After the Kargil war, the Subramanyam Committee recommended that all citizens be issued identity cards. A pilot project was launched for issuing multi-purpose national identity cards (MNICs). The lesson we learnt was that it was difficult, especially in rural areas, to ask citizens to provide proof of citizenship. This was more difficult in the case of rural women. They are born somewhere and get married somewhere else. They hardly carry citizenship proof. So, the Group of Ministers decided that instead of citizenship, the government will record the residentship.
There are 15 different pieces of information in NPR, largely to do with the identity of the person. This is where biometrics will come into the picture. Remember one thing: We are not trying to ascertain if he is an Indian or a foreigner. We are trying to see if he is a resident of India or not.
What measures are being taken to avoid duplication and omissions?
After this round of data collection, we will go back to citizens between March 1 and 5, 2011. This will be done simultaneously in all parts of the country. The exercise will incude another round of physical checking. Also, we will ask families if there have been deaths or births between the current round and March. The final figure will show the Census of India as at 0000 hours of March 1, 2011.
NPR is linked to the unique identification number (UID) project. We will provide the data to the UID authority. It will scan the biometrics and inform us if there are double or triple biometric signs. We will physically check and inform the authority which data should be accepted.
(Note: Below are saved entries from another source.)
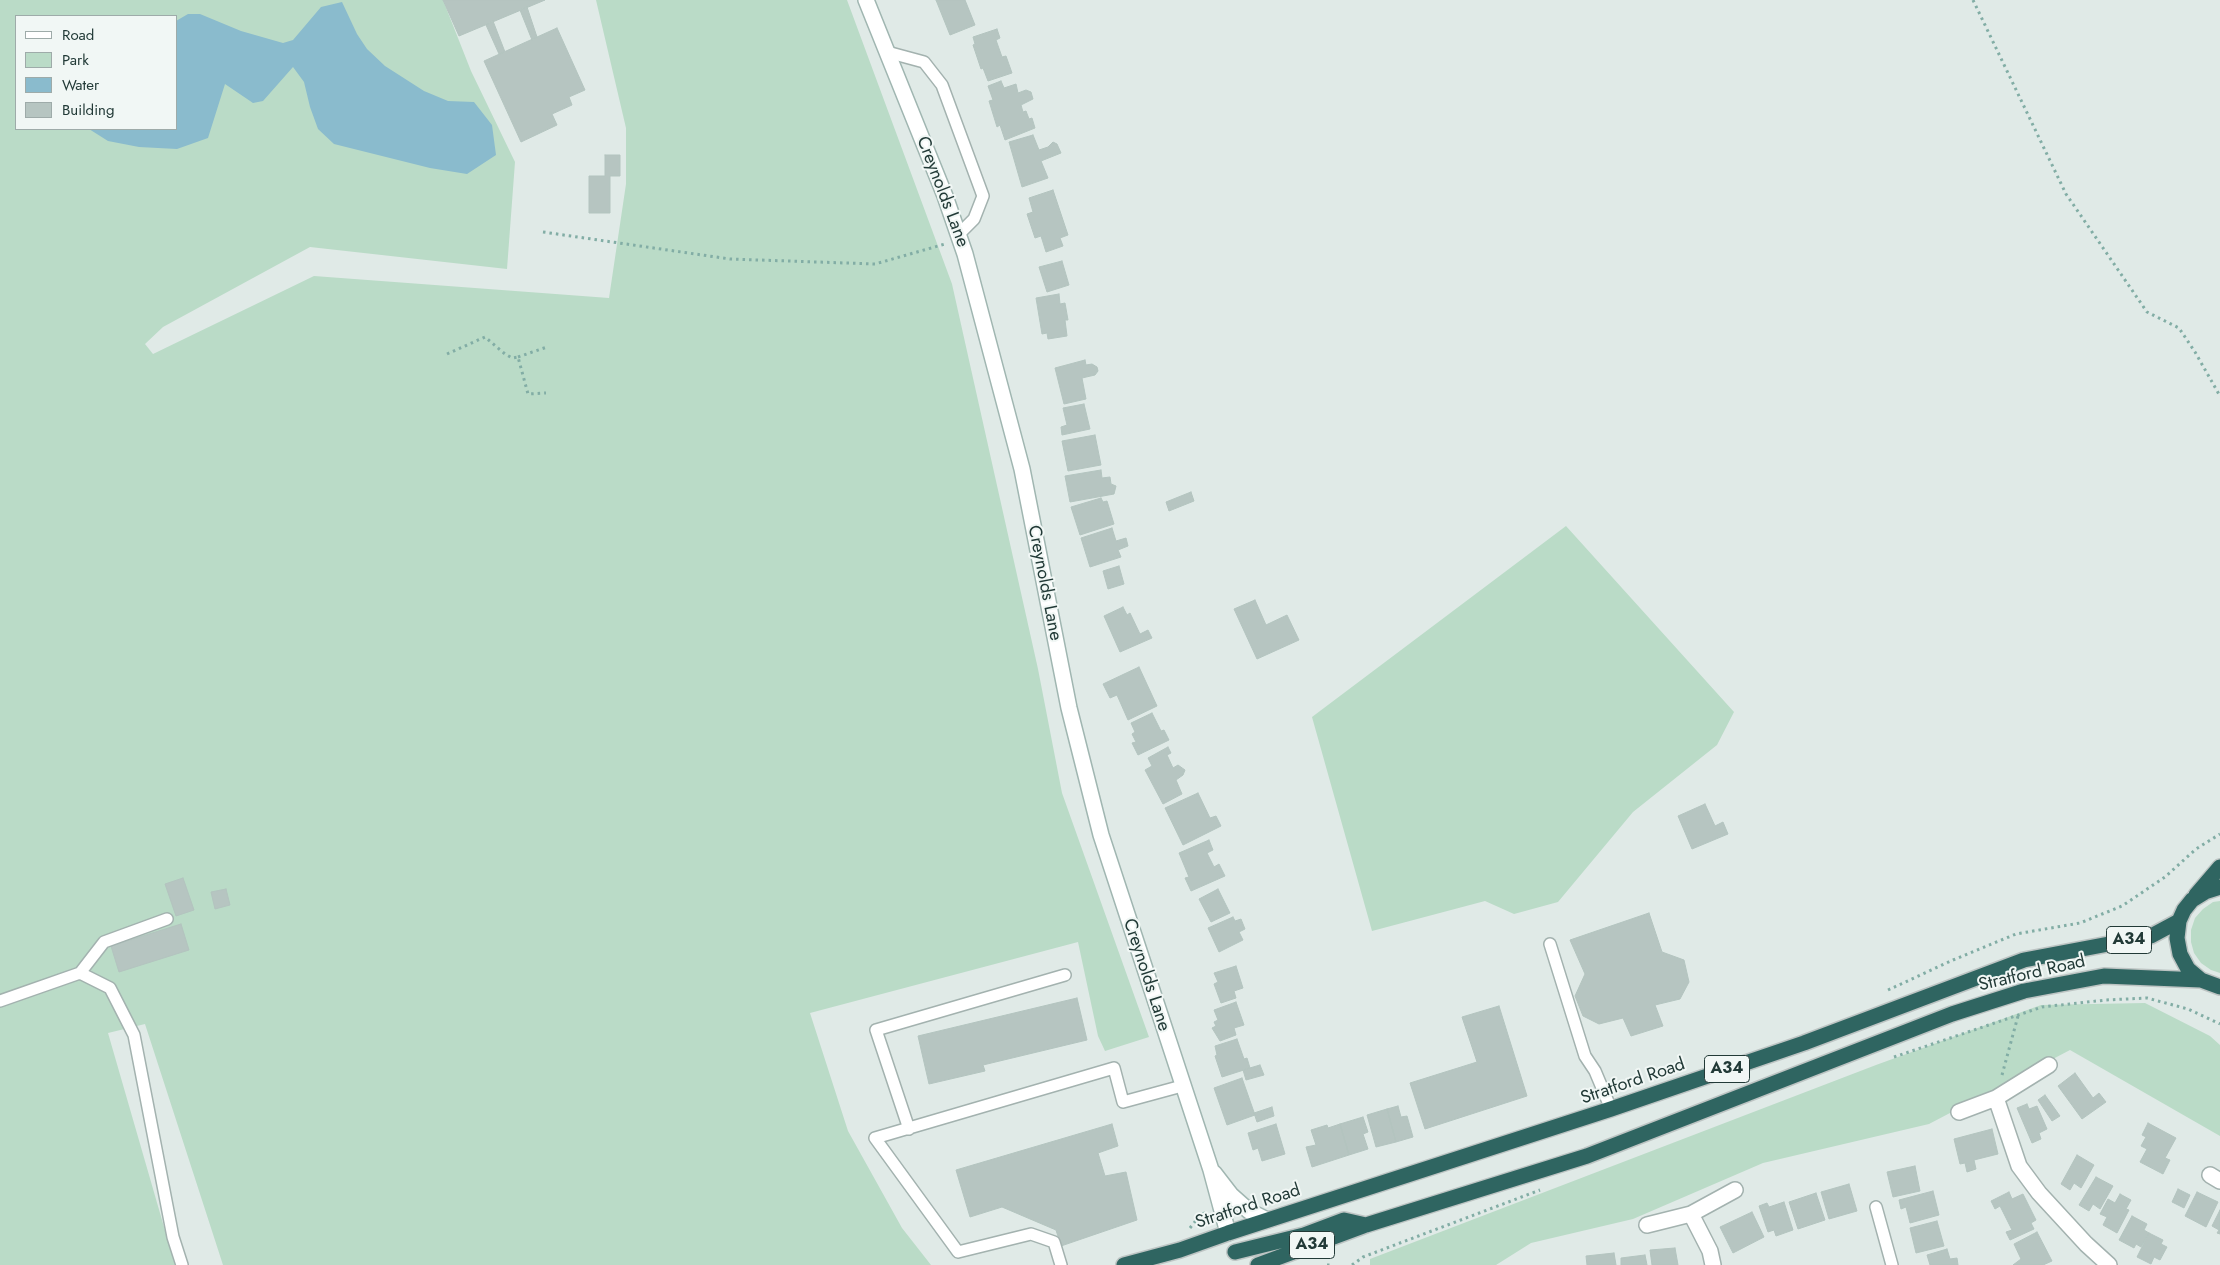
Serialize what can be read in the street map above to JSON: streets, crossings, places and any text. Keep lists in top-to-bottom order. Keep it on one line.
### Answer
{"streets":{"highway":["A34","Stratford Road"],"street":["Creynolds Lane"]},"crossings":[["Creynolds Lane","Stratford Road"],["A34","Stratford Road"]],"legend":["Road","Park","Water","Building"]}
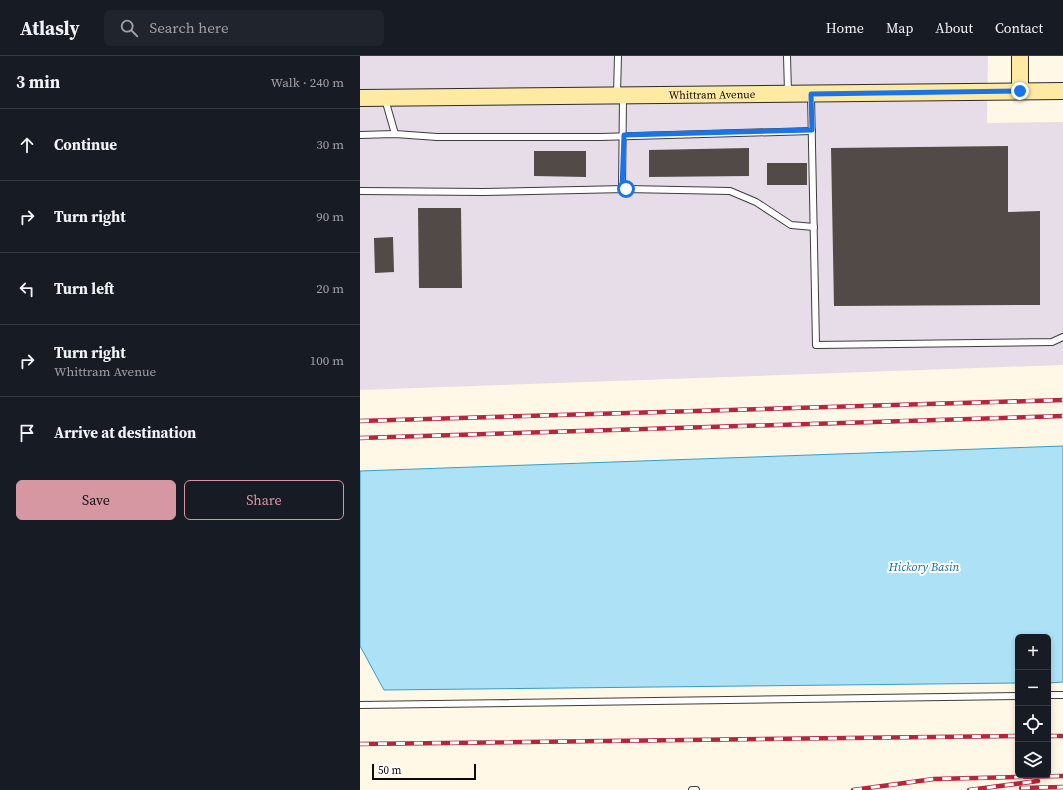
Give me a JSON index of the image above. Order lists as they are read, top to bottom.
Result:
{
  "streets": {
    "street": ["Whittram Avenue"]
  },
  "water": ["Hickory Basin"],
  "scale_bar": "50 m",
  "page": {
    "header": "Atlasly",
    "search": "Search here",
    "nav": [
      "Home",
      "Map",
      "About",
      "Contact"
    ],
    "heading": ["3 min", "Walk · 240 m"],
    "list": [
      ["Continue", "30 m"],
      ["Turn right", "90 m"],
      ["Turn left", "20 m"],
      ["Turn right", "Whittram Avenue", "100 m"],
      "Arrive at destination"
    ],
    "buttons": ["Save", "Share"],
    "map_buttons": ["+", "−"],
    "scale": "50 m"
  }
}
As NPR and UID involve biometrics, there is no way a person can issue more than one identity card or enrol twice.
Also, we will also publicly display the primary list in villages. Then, it will be sent to the gram sabha before being sent to the UID authority. Thus, the village itself will be able to do the primary scrutiny and tell us if there is something wrong.
After publishing the census data, we will update it regularly.
What measures are you taking to ensure that Naxalites don’t hamper the data collection process?
So far, no one has opposed the census. The Naxalites have never raised their voice against the census, which tries to ascertain the ground reality. In fact, if a section of the society wants to show the status of development, or lack of it, it should allow the census to take place, as we provide an unbiased report card of development. We hope the Naxalites do not stop us from data collection. But, we have sensitised the workers who will be working in Naxal-affected areas. As far as the security of the workers is concerned, state governments will have to take care.
Will this census give information about the various castes?
In independent India, there has never been a census where details related to castes were given. We don’t have that mandate from the government. There is no change in policy. We will only come out with total scheduled caste and scheduled tribe population in various areas. Details about caste will not be spelled out.